Maybe having the Winter Olympics in Vancouver six months earlier in the year was good enough reason to take the 2010 PGA Golf Championship away from Sahalee Country Club.
For all the raving that went on about Seattle as this undiscovered gem of a golf market, for all the talk about how much the players loved the golf course and the surroundings, Sahalee has gotten the bum's rush from the PGA of America.
Sahalee spent 25 years trying to get the PGA Championship in the first place. Then, after a spectacular showing in 1998, it was asked to wait 12 more years to do it again.
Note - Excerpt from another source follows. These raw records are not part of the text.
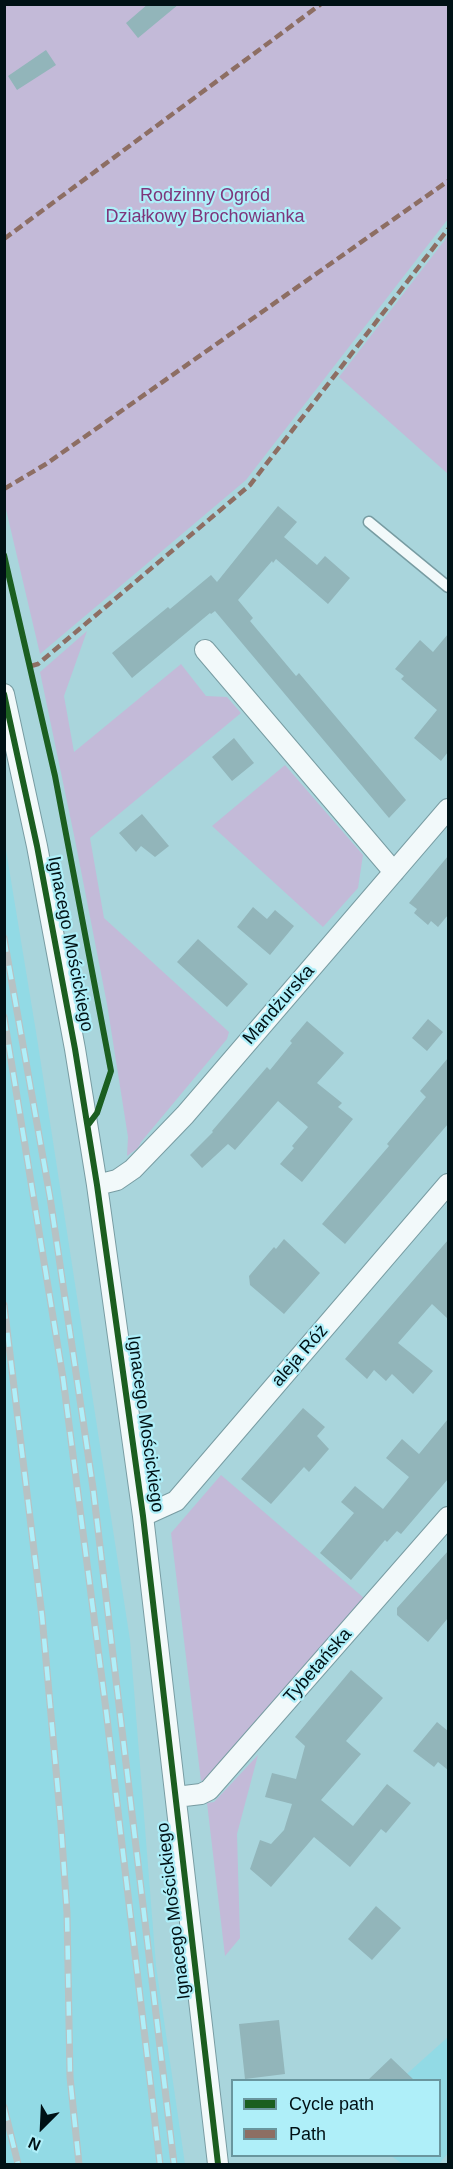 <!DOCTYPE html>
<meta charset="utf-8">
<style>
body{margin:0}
#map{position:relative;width:453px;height:2169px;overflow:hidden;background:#a9d5dc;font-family:Helvetica,sans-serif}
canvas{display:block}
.frame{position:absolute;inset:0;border:6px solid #001115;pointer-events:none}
.legend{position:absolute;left:231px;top:2079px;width:210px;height:78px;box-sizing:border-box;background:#afeff9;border:2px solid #69969e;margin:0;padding:8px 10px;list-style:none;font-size:18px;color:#001115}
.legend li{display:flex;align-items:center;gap:12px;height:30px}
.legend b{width:30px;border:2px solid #69969e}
.north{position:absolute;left:12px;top:2097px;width:60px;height:60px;-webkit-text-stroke:4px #afeff9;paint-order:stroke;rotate:204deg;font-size:16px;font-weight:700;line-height:24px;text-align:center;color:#001115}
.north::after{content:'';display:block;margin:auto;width:21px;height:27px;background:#001115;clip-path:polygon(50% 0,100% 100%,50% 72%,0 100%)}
</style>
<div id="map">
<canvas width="453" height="2169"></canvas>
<div class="frame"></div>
<ul class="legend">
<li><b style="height:8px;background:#1b5e20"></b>Cycle path</li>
<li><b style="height:8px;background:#8d6e63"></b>Path</li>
</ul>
<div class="north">N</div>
</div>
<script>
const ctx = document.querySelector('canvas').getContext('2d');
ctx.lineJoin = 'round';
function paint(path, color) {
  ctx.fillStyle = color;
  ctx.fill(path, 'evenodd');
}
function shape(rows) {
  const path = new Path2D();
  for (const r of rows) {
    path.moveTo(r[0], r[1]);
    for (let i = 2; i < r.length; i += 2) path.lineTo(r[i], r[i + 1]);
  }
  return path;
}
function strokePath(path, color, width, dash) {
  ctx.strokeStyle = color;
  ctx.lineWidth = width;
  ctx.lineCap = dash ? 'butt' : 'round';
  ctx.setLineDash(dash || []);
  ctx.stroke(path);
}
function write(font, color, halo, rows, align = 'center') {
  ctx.font = font + ' Helvetica,sans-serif';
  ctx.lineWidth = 4.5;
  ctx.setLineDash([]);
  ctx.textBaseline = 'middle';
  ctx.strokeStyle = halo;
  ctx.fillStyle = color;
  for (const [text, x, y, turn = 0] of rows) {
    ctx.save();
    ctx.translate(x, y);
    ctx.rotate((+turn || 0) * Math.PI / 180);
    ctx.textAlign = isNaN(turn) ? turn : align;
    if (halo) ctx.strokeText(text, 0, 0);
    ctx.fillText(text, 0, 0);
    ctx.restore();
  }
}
const built = shape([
 [5,844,37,1038,130,1640,156,1966,185,2164,5,2164],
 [448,2037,448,2153,439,2164,403,2164,391,2156,440,2156,440,2080,400,2080]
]);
const green = shape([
 [4,5,448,5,448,219,246,480,40,654,4,501],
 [448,236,448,474,339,377],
 [87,631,64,696,74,752,181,664,206,696,227,697,241,713,90,838,104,918,229,1032,227,1039,141,1142,138,1148,127,1156,128,1137,107,1004,75,840,40,672],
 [285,765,363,855,358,888,323,927,212,826],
 [221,1475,364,1598,206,1779,201,1781,171,1533],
 [258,1755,237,1834,240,1938,225,1956,207,1803,214,1802]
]);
const building = shape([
 [148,4,179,4,138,38,126,23],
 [46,50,56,65,17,90,8,76],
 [278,506,297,522,284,537,317,565,325,556,350,578,328,604,276,559,273,563,272,561,238,600,253,618,250,621,296,676,299,673,406,800,389,818,215,611,211,614,210,613,132,678,112,653,168,607,170,609,211,575,217,582],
 [448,634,448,752,441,761,414,738,437,710,401,679,404,676,395,669,420,640,433,652],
 [234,738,254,763,232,781,212,757],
 [142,814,169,846,155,857,141,846,136,852,119,833],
 [448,856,448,915,438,927,431,921,428,925,414,913,417,909,409,903],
 [253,907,267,919,275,910,294,926,270,955,237,927],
 [198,939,248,984,227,1007,177,962],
 [428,1019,443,1032,427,1051,412,1038],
 [307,1021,344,1053,317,1083,342,1103,338,1107,353,1119,302,1182,280,1164,294,1148,292,1146,308,1127,278,1101,235,1150,228,1144,202,1168,190,1155,213,1132,212,1131,267,1067,270,1070,292,1043,290,1041],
 [448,1058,448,1124,345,1244,322,1224,389,1146,387,1144,426,1097,420,1091],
 [284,1239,320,1273,284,1314,250,1285,249,1276,274,1247,276,1249],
 [448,1240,448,1319,432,1304,398,1343,433,1371,413,1394,392,1374,386,1381,374,1370,367,1379,345,1359],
 [303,1408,325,1427,317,1436,329,1449,309,1472,304,1467,271,1504,241,1479],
 [448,1419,448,1479,401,1534,397,1531,387,1542,385,1540,351,1580,320,1553,354,1513,341,1502,355,1486,383,1509,409,1477,386,1458,402,1439,419,1454],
 [448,1551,448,1618,428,1642,397,1615,397,1608],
 [351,1670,383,1698,346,1741,361,1754,321,1800,353,1826,387,1784,411,1803,386,1833,381,1829,350,1867,314,1837,271,1887,250,1869,260,1840,271,1844,284,1830,292,1804,265,1797,272,1773,296,1779,305,1746,295,1737],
 [437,1722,448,1731,448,1770,438,1762,434,1767,413,1751],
 [376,1906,401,1928,372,1960,348,1939],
 [279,2020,285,2074,245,2079,239,2024],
 [391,2058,414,2080,368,2080]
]);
const service = shape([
 [369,522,448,587]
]);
const minor = shape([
 [205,650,394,872],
 [4,694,37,846,75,1049,97,1185,143,1516,218,2164],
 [97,1185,117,1180,133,1169,185,1115,448,809],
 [143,1516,176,1501,448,1184],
 [176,1797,201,1794,209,1790,448,1517]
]);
const rail = shape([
 [4,938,50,1197,93,1488,174,2164],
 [4,1017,63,1378,106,1710,160,2164],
 [4,1305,42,1616,61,1825,67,1913,70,2077,79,2164],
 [4,2107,18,2164]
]);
const quiet = shape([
 [4,239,321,4],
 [4,489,46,464,448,181],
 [31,666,38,664,250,485,448,229]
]);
const cycleway = shape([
 [4,555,55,776,111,1071,97,1113,88,1125],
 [4,694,37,846,75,1049,97,1185,143,1516,218,2164]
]);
const parkNames = [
 ["Rodzinny Ogród",205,196],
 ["Działkowy Brochowianka",205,217]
];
const streetNames = [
 ["Ignacego Mościckiego",70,944,79],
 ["Mandżurska",279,1005,-49],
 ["aleja Róż",300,1356,-49],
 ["Ignacego Mościckiego",145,1424,82],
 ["Tybetańska",318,1666,-49],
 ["Ignacego Mościckiego",174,1911,-97]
];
paint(built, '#92dae5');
paint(green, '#c3bad8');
paint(building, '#92b5ba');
strokePath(service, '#789ca2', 13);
strokePath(minor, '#789ca2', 22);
strokePath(service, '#f2f9fa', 10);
strokePath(minor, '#f2f9fa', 20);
strokePath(rail, '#b7c2c4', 7);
strokePath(rail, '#afeff9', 4.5, [14]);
strokePath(quiet, '#8d6e63', 4.5, [9, 4.5]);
strokePath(cycleway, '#1b5e20', 6);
write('18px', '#7e367b', '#afeff9', parkNames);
write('18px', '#001115', '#afeff9', streetNames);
</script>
Then last week the PGA of America announced that it won't hold the championship here in 2010 and, while assuring it will be back (probably in the 2012-15 time frame), offered no date or real guarantee.
With the Winter Olympics as a reason to dump Sahalee, the PGA was able to enter into a slick arrangement with Whistling Straits in Kohler, Wis., the site of last year's PGA Championship.
Whistling Straits will host not only in 2010 — taking Sahalee's spot — but again in 2015. And after all of that, it will get the Ryder Cup in 2020.
More than 300,000 fans walked the fairways at Whistling Straits last August, and the manufactured links course designed by Pete Dye proved formidable and fair.
The PGA obviously wanted to get back there as soon and often as it could, and that made Sahalee expendable.
You wonder how much the Olympics in Vancouver would have taken away from a golf tournament in Seattle six months later, how many corporations buy tents along both a downhill ski course and a golf course.
In any event, the PGA of America owes Sahalee a date before 2015, and it should be announced sooner rather than later.
"There is no place our players have ever enjoyed more than Sahalee," said Jim Awtrey, the retiring CEO of the PGA of America.
So why don't they act like it?
In the meantime — and it is a long time — we will have to do with the Greater Seattle Champions Classic at the TPC at Snoqualmie Ridge, Aug. 19-21.
And it's a good thing.
We haven't had a tour event here since the LPGA left Meridian Valley in Kent in 2000 because Safeco Insurance decided it would rather spend its advertising dollars on baseball than on women's golf.
Before that, we had a 10-year run of the Seniors Tour, at both Sahalee and Inglewood Country Club.
The Greater Seattle event is the only new stop on next year's renamed Champions Tour. It has a good site — Snoqualmie Ridge is easily reachable up I-90 and offers stadium-type seating around many of its greens — and a great date.
The middle of August not only features the area's best weather but offers Seattle a chance to get a vast majority of the best senior players.
There is no senior event the week before the Greater Seattle event, which is followed a week later by the Tradition, a senior major, in Portland, and a week after that by the First Tee event at Pebble Beach, completing a convenient three-week western swing.
Believe it or not, this is the 25th anniversary of touring old-boy golf in the U.S. The Senior Tour began in 1980 with four events and survived only because Arnold Palmer decided it should.
With the name change, the Champions Tour seems more dedicated to the future than to the past. It has become more competitive the past two years, not just the domain of Hale Irwin. Craig Stadler has had a major impact on the tour. So has Peter Jacobsen. Tom Watson is settled in.
And in three weeks, Curtis Strange will debut, to be followed at some point later in the spring by Greg Norman. Both are 50 this year.
Norman has said he will play just six or eight times in the United States. Strange, on the other hand, will play as often as he feels he can be competitive.
"I'm not sure what to expect," said Strange, who gave up his job as a golf analyst on ABC because the network wouldn't give him a long-term deal.
"I'm anxious. I haven't prepared to compete in five or six years," he said. "I'll play if I'm playing well. But if I'm playing half-crappy and wear myself out, I'll take time off."
Strange hasn't won a golf tournament since he won the second of back-to-back U.S. Opens in 1989, the first golfer since Ben Hogan to win consecutive Opens.
He wilted the next year going for a third Open.
"Burnout, letdown, all of the above," Strange said. "I had the option to do television, and I pretty much bailed out on the golf thing."
Strange realizes how formidable the competition will be. Jay Haas and Tom Kite want to compete on the regular tour. Jacobsen won a regular tour event at age 49. Norman can still play.
Jacobsen has committed to play at the Greater Seattle Champions Classic.
It isn't the PGA Championship, but who can afford to wait for that?